Le salarié candidat aux élections législatives a droit, quelle que soit son ancienneté, à un congé d’une durée maximale de 20 jours ouvrables pour participer à la campagne électorale. Pour en bénéficier, il doit avertir son employeur au moins 24 heures avant le début de chaque absence, ce congé pouvant être fractionné en demi-journées. L’employeur ne peut pas s’y opposer. Ces absences sont assimilées à une période de travail effectif pour la détermination des droits à congés payés ainsi que des droits liés à l’ancienneté (articles L 3142-79 à L 3142-82 du code du travail). Sur demande du salarié, ses absences peuvent être imputées sur les droits à congés payés qu’il a acquis à la date du premier tour de scrutin — cette année, le 30 juin 2024. À défaut, elles ne sont pas rémunérées mais donnent lieu à récupération, en accord avec l’employeur (article L 3142-81 du Code du travail).
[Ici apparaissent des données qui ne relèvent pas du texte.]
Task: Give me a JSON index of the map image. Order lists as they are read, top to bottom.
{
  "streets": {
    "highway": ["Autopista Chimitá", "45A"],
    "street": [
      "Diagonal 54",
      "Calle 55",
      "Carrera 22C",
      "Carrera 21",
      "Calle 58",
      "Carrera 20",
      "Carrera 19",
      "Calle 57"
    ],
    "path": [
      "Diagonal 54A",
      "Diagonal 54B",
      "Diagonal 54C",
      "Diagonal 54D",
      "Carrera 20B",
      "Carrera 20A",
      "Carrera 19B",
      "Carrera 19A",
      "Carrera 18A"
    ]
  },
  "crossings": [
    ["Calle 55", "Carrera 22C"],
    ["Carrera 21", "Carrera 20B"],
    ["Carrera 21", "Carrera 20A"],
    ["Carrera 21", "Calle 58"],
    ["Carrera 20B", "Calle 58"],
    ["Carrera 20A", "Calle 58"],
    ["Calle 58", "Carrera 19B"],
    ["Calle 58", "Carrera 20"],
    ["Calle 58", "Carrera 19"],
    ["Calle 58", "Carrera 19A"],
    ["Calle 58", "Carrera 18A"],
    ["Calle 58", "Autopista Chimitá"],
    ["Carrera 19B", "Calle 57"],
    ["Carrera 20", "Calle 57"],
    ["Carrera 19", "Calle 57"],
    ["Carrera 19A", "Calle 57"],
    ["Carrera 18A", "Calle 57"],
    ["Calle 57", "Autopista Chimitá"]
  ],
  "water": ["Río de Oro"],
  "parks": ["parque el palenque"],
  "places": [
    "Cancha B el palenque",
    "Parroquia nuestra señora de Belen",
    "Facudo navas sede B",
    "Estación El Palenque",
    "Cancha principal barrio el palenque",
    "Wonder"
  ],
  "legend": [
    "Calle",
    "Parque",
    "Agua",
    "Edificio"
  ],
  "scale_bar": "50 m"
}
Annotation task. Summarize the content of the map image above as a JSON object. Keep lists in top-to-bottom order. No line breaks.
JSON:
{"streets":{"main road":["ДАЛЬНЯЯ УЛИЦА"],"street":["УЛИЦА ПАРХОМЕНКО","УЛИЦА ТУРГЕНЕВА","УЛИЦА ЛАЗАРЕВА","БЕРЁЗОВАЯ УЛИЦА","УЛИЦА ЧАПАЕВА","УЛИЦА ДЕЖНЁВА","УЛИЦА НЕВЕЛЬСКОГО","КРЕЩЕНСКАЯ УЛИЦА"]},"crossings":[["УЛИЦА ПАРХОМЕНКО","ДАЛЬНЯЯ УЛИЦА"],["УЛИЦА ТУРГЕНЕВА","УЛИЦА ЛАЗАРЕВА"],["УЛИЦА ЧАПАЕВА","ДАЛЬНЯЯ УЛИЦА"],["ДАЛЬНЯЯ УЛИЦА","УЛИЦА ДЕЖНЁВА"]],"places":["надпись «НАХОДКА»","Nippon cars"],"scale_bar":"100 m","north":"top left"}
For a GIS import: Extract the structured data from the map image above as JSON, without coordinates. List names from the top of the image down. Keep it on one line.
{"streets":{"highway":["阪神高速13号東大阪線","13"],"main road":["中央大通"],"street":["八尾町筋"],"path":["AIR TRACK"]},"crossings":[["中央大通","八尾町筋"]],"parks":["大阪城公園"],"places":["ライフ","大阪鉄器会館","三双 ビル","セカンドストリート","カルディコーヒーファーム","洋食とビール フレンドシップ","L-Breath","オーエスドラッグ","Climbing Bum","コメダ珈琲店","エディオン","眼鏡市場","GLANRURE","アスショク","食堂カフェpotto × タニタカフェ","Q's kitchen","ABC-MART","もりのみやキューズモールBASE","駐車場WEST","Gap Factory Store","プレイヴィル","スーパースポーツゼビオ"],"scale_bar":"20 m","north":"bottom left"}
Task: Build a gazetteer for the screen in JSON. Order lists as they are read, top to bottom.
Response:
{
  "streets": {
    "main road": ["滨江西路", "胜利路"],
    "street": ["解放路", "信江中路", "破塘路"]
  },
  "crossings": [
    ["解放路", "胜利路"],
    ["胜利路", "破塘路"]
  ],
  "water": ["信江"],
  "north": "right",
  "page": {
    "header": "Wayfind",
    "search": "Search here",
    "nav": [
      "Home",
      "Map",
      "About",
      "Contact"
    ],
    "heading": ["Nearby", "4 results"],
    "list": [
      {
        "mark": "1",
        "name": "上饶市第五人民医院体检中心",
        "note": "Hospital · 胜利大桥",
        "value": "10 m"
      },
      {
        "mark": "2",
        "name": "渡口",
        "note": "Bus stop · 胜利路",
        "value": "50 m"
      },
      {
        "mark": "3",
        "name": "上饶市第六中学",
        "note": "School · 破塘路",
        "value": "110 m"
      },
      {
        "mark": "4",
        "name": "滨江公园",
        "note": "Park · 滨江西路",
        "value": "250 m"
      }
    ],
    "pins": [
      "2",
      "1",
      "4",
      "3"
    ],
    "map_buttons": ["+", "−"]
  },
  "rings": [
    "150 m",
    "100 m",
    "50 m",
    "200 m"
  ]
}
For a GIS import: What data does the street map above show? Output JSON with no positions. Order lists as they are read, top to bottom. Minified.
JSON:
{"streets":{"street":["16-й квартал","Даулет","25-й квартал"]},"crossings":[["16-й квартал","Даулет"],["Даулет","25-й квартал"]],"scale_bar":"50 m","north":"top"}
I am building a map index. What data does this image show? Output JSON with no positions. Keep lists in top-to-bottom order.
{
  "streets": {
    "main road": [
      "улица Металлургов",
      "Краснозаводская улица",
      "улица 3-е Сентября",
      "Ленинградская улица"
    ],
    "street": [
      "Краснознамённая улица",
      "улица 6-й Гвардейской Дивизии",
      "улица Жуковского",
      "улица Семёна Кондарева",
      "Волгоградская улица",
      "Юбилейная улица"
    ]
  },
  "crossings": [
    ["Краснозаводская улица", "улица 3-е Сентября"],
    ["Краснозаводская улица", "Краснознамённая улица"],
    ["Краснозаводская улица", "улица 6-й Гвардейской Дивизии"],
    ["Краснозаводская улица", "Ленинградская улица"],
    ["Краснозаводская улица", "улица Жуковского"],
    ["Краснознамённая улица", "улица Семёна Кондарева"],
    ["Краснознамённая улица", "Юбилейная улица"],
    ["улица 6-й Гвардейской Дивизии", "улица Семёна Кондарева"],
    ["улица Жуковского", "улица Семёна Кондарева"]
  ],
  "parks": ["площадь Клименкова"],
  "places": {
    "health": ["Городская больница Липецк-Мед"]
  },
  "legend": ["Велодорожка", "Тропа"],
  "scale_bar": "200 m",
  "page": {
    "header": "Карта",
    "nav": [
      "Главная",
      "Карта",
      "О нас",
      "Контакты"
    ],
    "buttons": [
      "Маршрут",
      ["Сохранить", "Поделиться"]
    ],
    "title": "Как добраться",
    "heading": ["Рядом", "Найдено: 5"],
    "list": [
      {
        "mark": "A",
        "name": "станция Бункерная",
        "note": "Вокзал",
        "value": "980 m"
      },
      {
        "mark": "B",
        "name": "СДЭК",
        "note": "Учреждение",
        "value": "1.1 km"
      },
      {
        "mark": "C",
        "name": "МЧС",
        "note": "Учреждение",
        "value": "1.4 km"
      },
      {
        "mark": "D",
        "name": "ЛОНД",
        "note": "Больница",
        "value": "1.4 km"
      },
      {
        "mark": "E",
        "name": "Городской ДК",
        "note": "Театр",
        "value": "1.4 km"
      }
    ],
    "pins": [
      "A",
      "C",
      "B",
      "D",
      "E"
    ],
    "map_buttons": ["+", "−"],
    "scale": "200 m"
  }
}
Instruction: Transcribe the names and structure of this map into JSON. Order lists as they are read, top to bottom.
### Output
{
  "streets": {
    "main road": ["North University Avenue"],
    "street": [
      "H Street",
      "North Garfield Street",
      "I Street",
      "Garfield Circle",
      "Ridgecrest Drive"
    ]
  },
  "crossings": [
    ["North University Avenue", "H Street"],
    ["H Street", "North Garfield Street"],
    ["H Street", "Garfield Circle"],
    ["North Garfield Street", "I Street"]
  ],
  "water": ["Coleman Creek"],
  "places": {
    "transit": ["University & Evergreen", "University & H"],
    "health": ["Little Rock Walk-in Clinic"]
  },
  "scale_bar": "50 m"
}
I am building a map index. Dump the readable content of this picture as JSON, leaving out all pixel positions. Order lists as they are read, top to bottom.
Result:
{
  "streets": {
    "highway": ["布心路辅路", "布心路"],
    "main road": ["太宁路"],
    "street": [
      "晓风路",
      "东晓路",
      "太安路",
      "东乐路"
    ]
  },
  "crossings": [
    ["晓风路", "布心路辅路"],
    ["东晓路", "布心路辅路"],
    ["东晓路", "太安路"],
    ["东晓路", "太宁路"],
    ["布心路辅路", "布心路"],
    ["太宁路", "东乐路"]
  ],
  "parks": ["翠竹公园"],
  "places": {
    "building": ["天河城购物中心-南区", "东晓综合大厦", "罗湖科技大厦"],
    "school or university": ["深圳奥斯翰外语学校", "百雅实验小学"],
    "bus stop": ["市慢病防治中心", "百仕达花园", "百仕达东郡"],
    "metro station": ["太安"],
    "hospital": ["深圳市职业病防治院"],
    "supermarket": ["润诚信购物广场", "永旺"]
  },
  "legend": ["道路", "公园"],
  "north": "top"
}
Une fois élu, le salarié titulaire d’un mandat parlementaire bénéficie de droits à congés destinés à lui permettre d’exercer ses fonctions. Le salarié élu à l’Assemblée nationale peut suspendre son contrat de travail pendant la durée de son mandat s’il justifie d’une ancienneté chez son employeur d’au moins un an à la date de son entrée en fonction (article L 3142-83 du Code du travail).
A noter : Si l’ancienneté du salarié est inférieure à un an, il ne peut pas prétendre à la suspension de son contrat de travail. Or l’exercice d’un mandat parlementaire paraît difficilement conciliable avec l’exécution d’un contrat de travail. En outre, le Code électoral prohibe l’exercice de certaines activités pour limiter les conflits d’intérêts. Si le salarié élu ne prend pas l’initiative de rompre le contrat de travail et, accaparé par son mandat, ne vient plus travailler, l’employeur peut lui reprocher un abandon de poste. Dans ce cas, il peut prononcer un licenciement disciplinaire pour ce motif. Il peut également appliquer la procédure de présomption de démission prévue par l’article L 1237-1-1 du Code du travail, et mettre en demeure le salarié de justifier de son absence ou de reprendre le travail dans le délai qu’il lui impartit. Si le salarié ne répond pas, il est présumé démissionnaire. Si le salarié répond et justifie son absence par l’exercice de son mandat parlementaire, la question se pose de savoir si ce motif peut être considéré comme légitime et de nature à faire obstacle à la présomption de démission. Ce n’est probablement pas le cas, mais ni l’administration ni la jurisprudence ne se sont prononcées sur cette question. Un décret aurait dû préciser les conditions dans lesquelles les droits des salariés, notamment en matière de prévoyance et de retraite, sont conservés pendant la durée du mandat (article L 3142-86 du code du travail). Toutefois, ce texte n’est pas encore intervenu à ce jour.
La suspension du contrat de travail prend effet 15 jours après que le salarié a notifié sa décision à l’employeur, par lettre recommandée avec avis de réception (article D 3142-59 du code du travail). Le salarié n’est pas rémunéré par l’employeur pendant cette période.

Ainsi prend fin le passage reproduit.